Ma Htaike Htaike Aung, program manager for Myanmar ICT for Development Organization (MIDO), was an expert witness in the high-profile case involving Kachin activist U Patrick Khum Jaa Lee. He was convicted of breaching Section 66(d) of the Telecommunications Law in January and sentenced to six months in jail over a satirical Facebook post of Tatmadaw Commander-in-Chief Senior General Min Aung Hlaing.

“The judge had no idea what I was talking about, he also didn’t care,” Htaike Htaike Aung told Frontier. “He was going in and out while I was talking, four times. He was even ordering pork fried noodles while on the chair rather than listening to what I had to say,” she said.

“In these cases the judges have already made up their minds before the case so they don’t really care what you have to say,” added Ma Phyu Phyu Thi, co-founder and development manager at MIDO.

A campaign for awareness

Dr Michael Salter, a lecturer in criminology at the University of Western Sydney, has written that many men who use revenge pornography to humiliate a former partner believe a relationship is contractual. They believe that if their partner terminates the contract by ending the relationship they must seek retribution.

There are men with similar attitudes in all cultures and societies, and some of their victims have fought back.

Among them is an American, Dr Holly Jacobs, whose life was devastated after a former boyfriend posted explicit images of her on scores of websites after they broke up in 2009.

After three years of damage control, including changing her name, Jacobs decided to go public about her experience.

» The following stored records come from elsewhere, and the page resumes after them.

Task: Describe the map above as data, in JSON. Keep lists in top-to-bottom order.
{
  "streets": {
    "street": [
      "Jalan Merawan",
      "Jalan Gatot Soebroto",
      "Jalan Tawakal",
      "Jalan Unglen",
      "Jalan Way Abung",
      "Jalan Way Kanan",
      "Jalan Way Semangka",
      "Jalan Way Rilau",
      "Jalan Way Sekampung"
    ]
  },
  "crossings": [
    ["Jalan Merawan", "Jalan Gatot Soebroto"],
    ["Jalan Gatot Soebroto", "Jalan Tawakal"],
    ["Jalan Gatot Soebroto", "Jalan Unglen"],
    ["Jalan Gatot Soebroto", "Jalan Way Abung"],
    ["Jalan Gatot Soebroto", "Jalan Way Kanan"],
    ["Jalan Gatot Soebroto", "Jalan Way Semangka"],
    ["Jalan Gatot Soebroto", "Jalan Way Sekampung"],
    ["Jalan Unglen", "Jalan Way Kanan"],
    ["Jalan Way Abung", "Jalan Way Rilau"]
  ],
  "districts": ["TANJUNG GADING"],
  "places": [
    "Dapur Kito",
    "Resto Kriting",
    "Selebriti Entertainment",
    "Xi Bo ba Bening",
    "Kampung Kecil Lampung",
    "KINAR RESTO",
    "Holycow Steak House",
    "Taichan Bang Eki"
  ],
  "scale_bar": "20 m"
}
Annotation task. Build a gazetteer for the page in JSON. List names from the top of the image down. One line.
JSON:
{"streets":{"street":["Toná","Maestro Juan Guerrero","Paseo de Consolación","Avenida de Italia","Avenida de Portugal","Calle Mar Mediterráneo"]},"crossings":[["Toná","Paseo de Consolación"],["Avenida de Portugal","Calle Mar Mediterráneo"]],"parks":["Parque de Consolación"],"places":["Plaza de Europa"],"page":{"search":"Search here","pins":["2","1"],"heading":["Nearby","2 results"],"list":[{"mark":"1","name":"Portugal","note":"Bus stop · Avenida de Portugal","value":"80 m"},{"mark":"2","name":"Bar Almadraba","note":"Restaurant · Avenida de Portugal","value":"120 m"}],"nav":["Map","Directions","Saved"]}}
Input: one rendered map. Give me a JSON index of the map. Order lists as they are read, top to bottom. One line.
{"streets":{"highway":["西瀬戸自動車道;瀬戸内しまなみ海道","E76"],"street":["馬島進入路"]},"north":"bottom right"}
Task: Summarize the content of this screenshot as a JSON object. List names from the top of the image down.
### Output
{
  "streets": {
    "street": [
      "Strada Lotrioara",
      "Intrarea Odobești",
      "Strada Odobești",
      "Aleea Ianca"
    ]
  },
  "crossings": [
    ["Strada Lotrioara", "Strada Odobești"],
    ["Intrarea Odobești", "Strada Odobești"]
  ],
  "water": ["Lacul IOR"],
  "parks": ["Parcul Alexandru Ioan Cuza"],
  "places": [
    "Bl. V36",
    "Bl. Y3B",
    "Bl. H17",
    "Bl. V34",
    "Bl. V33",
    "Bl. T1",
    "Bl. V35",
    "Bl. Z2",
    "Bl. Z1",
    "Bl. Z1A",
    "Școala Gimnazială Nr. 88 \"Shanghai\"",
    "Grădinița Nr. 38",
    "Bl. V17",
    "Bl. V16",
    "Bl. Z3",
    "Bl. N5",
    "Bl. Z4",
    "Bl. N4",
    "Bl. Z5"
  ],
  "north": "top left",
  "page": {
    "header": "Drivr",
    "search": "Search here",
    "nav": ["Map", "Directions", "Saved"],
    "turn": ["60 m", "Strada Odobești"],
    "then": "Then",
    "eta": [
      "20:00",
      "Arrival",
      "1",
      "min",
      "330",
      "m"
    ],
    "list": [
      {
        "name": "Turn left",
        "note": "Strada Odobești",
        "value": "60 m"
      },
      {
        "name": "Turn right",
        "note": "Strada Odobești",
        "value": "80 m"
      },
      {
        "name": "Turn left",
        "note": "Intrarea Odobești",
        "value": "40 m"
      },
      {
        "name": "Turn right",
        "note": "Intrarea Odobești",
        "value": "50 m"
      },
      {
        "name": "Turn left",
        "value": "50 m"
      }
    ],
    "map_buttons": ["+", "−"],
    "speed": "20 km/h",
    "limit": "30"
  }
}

She also created a website, EndRevengePorn.org, and established an NGO, the Cyber Civil Rights Initiative, of which she is chief executive and executive director. It campaigns to make non-consensual pornography an offence in every American state.

The international community has been slow to take action against revenge pornography, with the Philippines being the first country to outlaw it under a 2009 law that includes a maximum penalty of seven years in prison. Revenge porn laws have since been introduced in Israel, Germany, Britain, nearly 30 American states and the Australian state of Victoria.

The Myanmar Centre for Responsible Business warned of an emerging culture of non-consensual pornography in an impact assessment of the country’s rapidly-growing ICT sector published last September.

The report warned that “when private intimate content is shared publically, it can often go viral, spreading beyond the original platform it was posted to, leaving the victim with limited options for remedy.”

The centre’s director, Vicky Bowman, told Frontier that legislation was needed and that it should use gender neutral language.

She said one option was an amendment to the draft law prohibiting violence against women, as was suggested by the centre in its ICT impact assessment last year.

“The alternative might be to address [the issue] in a data privacy law which we have argued is long overdue but for which there is no draft,” Bowman said.

Advocates of laws prohibiting non-consensual pornography say gender neutral language is necessary to avoid any legal imbalance.

The importance of such language was mentioned in a submission earlier this year to an Australian government inquiry into non-consensual pornography from a branch of the Young Women’s Christian Association.

“On the issue of gender inclusivity, when forming legislation, gender neutral language should be used, such as ‘they’, ‘them,’ ‘individual’ or ‘person,’ and terms such as ‘he’/’she’ should be avoided,” it said.